All, I had trouble finding some simple example code for controlling a standard DC motor using an Arduino.
This must be a popular thing to do. In the end I wrote my own example, which works OK, here it is.
It would be helpful to have something like this as a standard example.
//Standard PWM DC control
int pwmPinM1 = 5; //M1 Speed Control
int pwmPinM2 = 6; //M2 Speed Control
int dirPinM1 = 4; //M1 Direction Control
int dirPinM2 = 7; //M1 Direction Control
void controlM1(boolean forward, char sp)
{
char pwmVal = forward == false ? sp : 255 - sp;
digitalWrite(dirPinM1, forward);
analogWrite(pwmPinM1, pwmVal);
}
void controlM2(boolean forward, char sp)
{
char pwmVal = forward == false ? sp : 255 - sp;
digitalWrite(dirPinM2, forward);
analogWrite(pwmPinM2, pwmVal);
}
void forwardM1(char sp)
{
controlM1(true, sp);
}
void forwardM2(char sp)
{
controlM2(true, sp);
}
void backwardM1(char sp)
{
controlM1(false, sp);
}
void backwardM2(char sp)
{
controlM2(false, sp);
}
void stopM1(void)
{
// Stop using backward because of a known issue
// with low(ish) PWM values on pin 5 and 6
backwardM1(0);
}
void stopM2(void)
{
// Stop using backward because of a known issue
// with low(ish) PWM values on pin 5 and 6
backwardM2(0);
}
void setup(void)
{
pinMode(dirPinM1, OUTPUT);
pinMode(pwmPinM1, OUTPUT); // May not be necessary
pinMode(dirPinM2, OUTPUT);
pinMode(pwmPinM2, OUTPUT); // May not be necessary
}
void loop(void)
{
// Both forward the hard way
controlM1(true, 255);
controlM2(true, 255);
delay(5000);
// Both backwards the hard way
controlM1(false, 255);
controlM2(false, 255);
delay(5000);
// Use a helper to turn in opposite directions
forwardM1(100);
backwardM2(100);
delay(5000);
// Use a helper to turn in opposite directions
backwardM1(100);
forwardM2(100);
delay(5000);
// Use a helper to stop both motors
stopM1();
stopM2();
delay(5000);
}
Bi-directional DC motor control requires a motor control shield. In most cases you can find a library for your motor control shield and that library will come with examples.

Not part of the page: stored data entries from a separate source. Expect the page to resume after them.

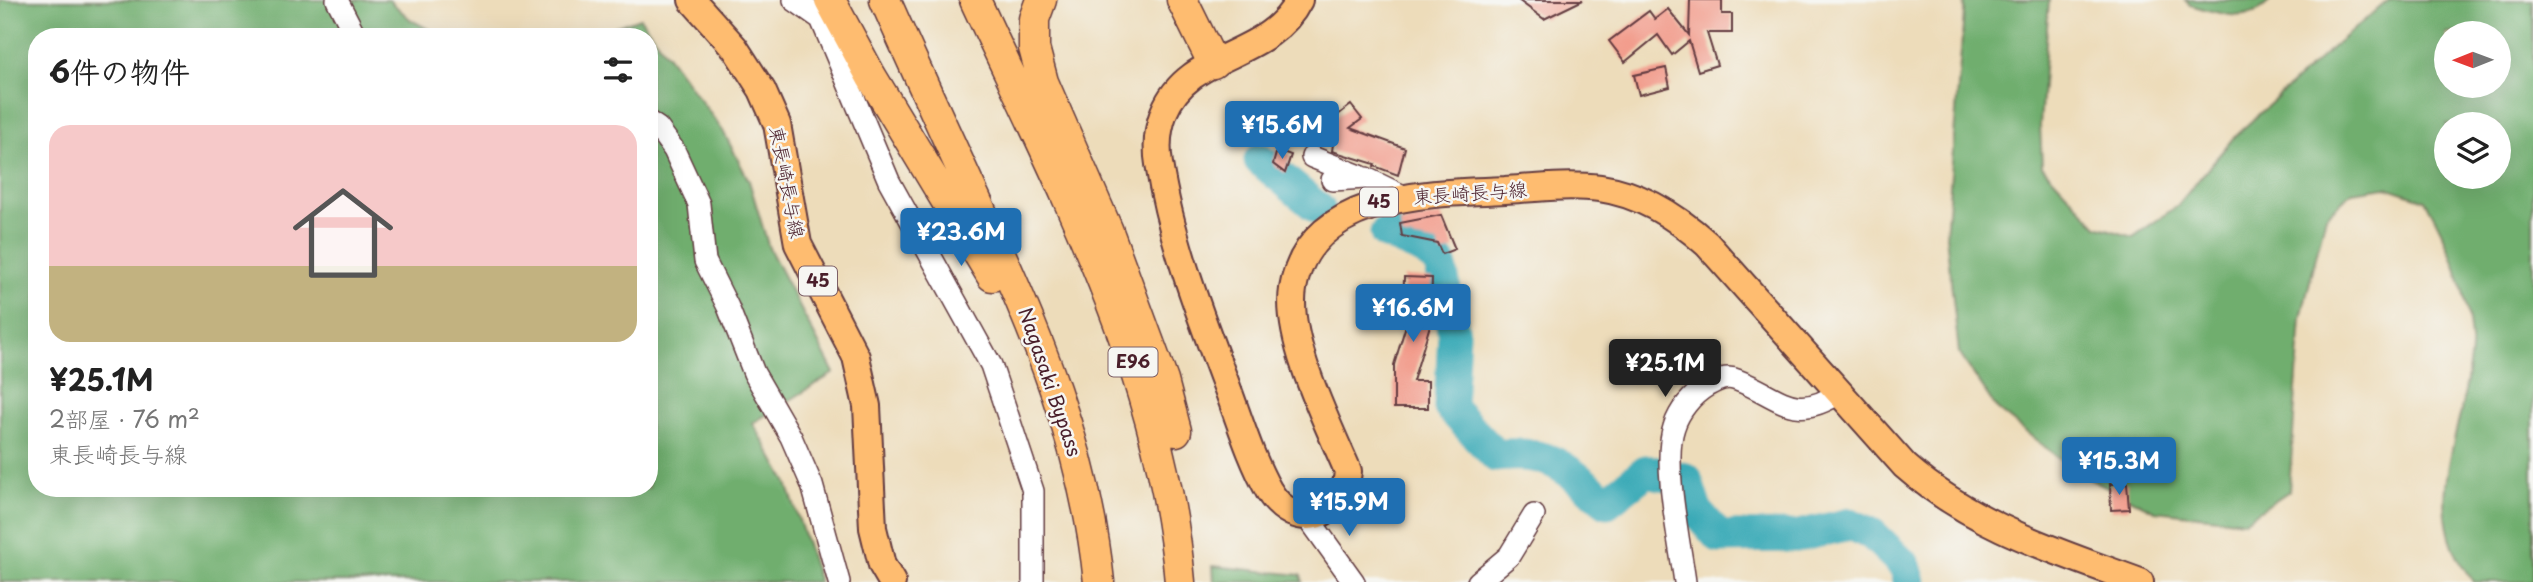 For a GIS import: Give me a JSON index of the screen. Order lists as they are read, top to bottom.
{
  "streets": {
    "highway": ["E96", "Nagasaki Bypass"],
    "main road": ["東長崎長与線", "45"]
  },
  "north": "left",
  "page": {
    "heading": "6件の物件",
    "price": [
      "¥15.6M",
      "¥23.6M",
      "¥16.6M",
      "¥25.1M",
      "¥15.3M",
      "¥15.9M"
    ],
    "list": [
      {
        "name": "¥25.1M",
        "note": "2部屋 · 76 m² · 東長崎長与線"
      }
    ]
  }
}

A motor need not be driven by a shield. However, as stated, it is better that example software is maintained by the vendor.
As you have noted, example software should be succinct and lend itself to experimentation.
It should also make pitfalls clear. In this case, not applying both forward and backward signals at the same time.
Hardware can overcome this problem allowing one line to select direction, the other control speed. This might be done via TTL/CMOS logic (integrated drivers, or using discreet components - the latter being a better way to learn) or a neat solution is to use a hybrid H-Bridge made of a DPDT (or two DPST) relay and a FET. An advantage of using relays is that they (tend) to be break-before-make, reducing the need to manage timing between applying back or forward signals. The positive leg of the relay H-Bridge is supplied via a FET to manage the PWM signal. Selection of the relay contact material is important, and often whetted or self-cleaning types may be advantageous.
Slightly off topic - have you noticed that some sealed relays have a little pip on them, usually in the corner? This is to improve shelf-life [edit] and to protect the contacts during manufacture [/edit], this pip should be broken open when in service to improve contact life.
Back EMF Breaking [BEMFB] may be required. BEMFB usually requires a further control line (although simple BEMFB can be implemented with two lines), and can be extremely violent! For this reason, PWM may be used to manage the motor shunt (short circuit).
As you can see, bi-directional motor control can range from crude, full speed fore & aft, right the way through to variable speed control and braking control. The more you invest in control logic, the easier it is to control safely.
Thanks for your replies, for a normal DC motor I had assumed than the best method would be to swing one terminal high or low to control direction and apply a direction compensated PWM signal to the other terminal, this seems to work OK but I couldn't find any example. I was not suggesting connecting the motor directly to an Arduino, I have a simple driver chip isolating my motors.